フォーリンゲンの長い一日 2

 昼前にはじまった騒動は、時間が経つにつれて怪我人が増えていっているようだった。


「ポーション追加お願いします!!」

「今作ってる!」


 15歳くらいの見習いの男の子が半泣きになって追加を頼み、絶賛調薬中の錬金術師に怒鳴られている。


 フロアの方からせっつかれてるんだろうけど、今は動ける錬金術師みんな集まって調薬部はフル稼働中。それでも生産が間に合わなくなってきた。


「まだ騒動は治まらないのか!?」

「騎士団は何やってるんだよ」

「ぼやいてないで手を動かせ」


 騒動が落ち着いてくれない限り、薬の消耗は増えるばっかりだ。さっき聞こえてしまった会話からして、光神教会と医術ギルドは怪我人の受け入れを拒否してるみたいだし。


「どんどん怪我人が増えてるにゃ」


 会館内部に作った臨時の治療所もどんどん人が運ばれてきてるみたいだ。ノーチェたちが素材取りに行くついでに玄関フロアの様子を伺ってるみたいで、こまめに様子を教えてくれている。

 

「冒険者の人たちも動いてたから、きっとすぐ終わるよ……」


 当然だけど、冒険者ギルドも領騎士団も動き回ってる。だけど街のあちこちに散らばって暴れるゴブリンたちは統率がなくて、逆に掃討に時間がかかってしまっているみたいだった。


「そろそろノーチェは控えたほうがいいかも」

「そうだにゃ……」


 怪我をしてる人は気が立ってるし、ぼくたちはただでさえ差別対象。黒髪の獣人が歩き回っていると余計なトラブルを招きかねない。


 何より、そんなことで友達が傷つけられるのは嫌だ。


「嫌な感じだよね」


 作った軟膏をボトルに詰めながらスフィがため息をつく。作業しているうちに少しは落ち着いたみたいだ。


「ぼくたちが出来ること、今のところないからね」

「シスターたち大丈夫かにゃ……」

「心配だよね」


 少しだけ驚いた。ろくに外を出歩けないぼくと違って、スフィも含めた3人は随分と交友範囲が広がってる。


 人との関係を作るのが苦手なぼくだけ、置いてけぼりにされてしまってる気分になる。
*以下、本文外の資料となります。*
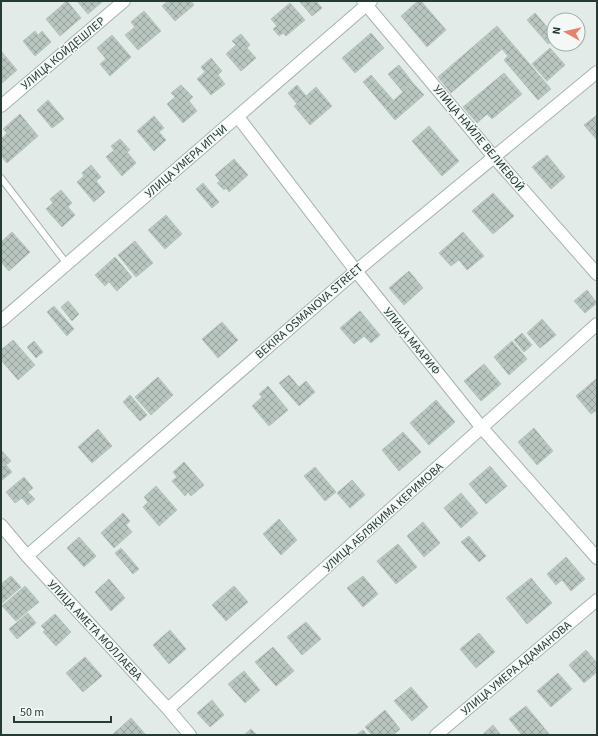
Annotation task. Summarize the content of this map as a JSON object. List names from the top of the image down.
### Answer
{
  "streets": {
    "street": [
      "УЛИЦА КОЙДЕШЛЕР",
      "УЛИЦА НАЙЛЕ ВЕЛИЕВОЙ",
      "УЛИЦА УМЕРА ИПЧИ",
      "BEKIRA OSMANOVA STREET",
      "УЛИЦА МААРИФ",
      "УЛИЦА АБЛЯКИМА КЕРИМОВА",
      "УЛИЦА АМЕТА МОЛЛАЕВА",
      "УЛИЦА УМЕРА АДАМАНОВА"
    ]
  },
  "crossings": [
    ["УЛИЦА НАЙЛЕ ВЕЛИЕВОЙ", "УЛИЦА УМЕРА ИПЧИ"],
    ["УЛИЦА НАЙЛЕ ВЕЛИЕВОЙ", "BEKIRA OSMANOVA STREET"],
    ["УЛИЦА УМЕРА ИПЧИ", "УЛИЦА МААРИФ"],
    ["BEKIRA OSMANOVA STREET", "УЛИЦА МААРИФ"],
    ["BEKIRA OSMANOVA STREET", "УЛИЦА АМЕТА МОЛЛАЕВА"],
    ["УЛИЦА МААРИФ", "УЛИЦА АБЛЯКИМА КЕРИМОВА"],
    ["УЛИЦА АБЛЯКИМА КЕРИМОВА", "УЛИЦА АМЕТА МОЛЛАЕВА"]
  ],
  "scale_bar": "50 m",
  "north": "left"
}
被害妄想だってのはわかってるんだけど、少しさみしい。


 ……ううん、違う。


 ぼくは人と仲良くなる方法がわからない。


 前世で人間の友達はできたことがなかった。接する相手は冷たい目をする研究者か、恩赦を受けるためにやってくる受刑者ばかり。職員は怯えて距離を取るし、唯一フレンドリーに接してくれたのが護衛役の傭兵たち。


 同年代の子なんて見たこともないし、護衛役はフレンドリーと言っても常に一線を引いたものだった。親しく接した相手が目の前で死んで、ぼくの心が乱れたら困るから。


 余計な関係を作って感情を揺らさないようにして、それで困ることはなかった。


 ただ、今にして思えば仲良くしようとしてくれてるアンノウンに対しても、同じように接していた気がする。


 自分の名前なんてとっくに忘れていたから、正しい名前なんて気にしたこともなかった。唯一心を許していたクロがいなくなってから、また大事なものが消えてしまうのが嫌で心を開くこともなくなってた。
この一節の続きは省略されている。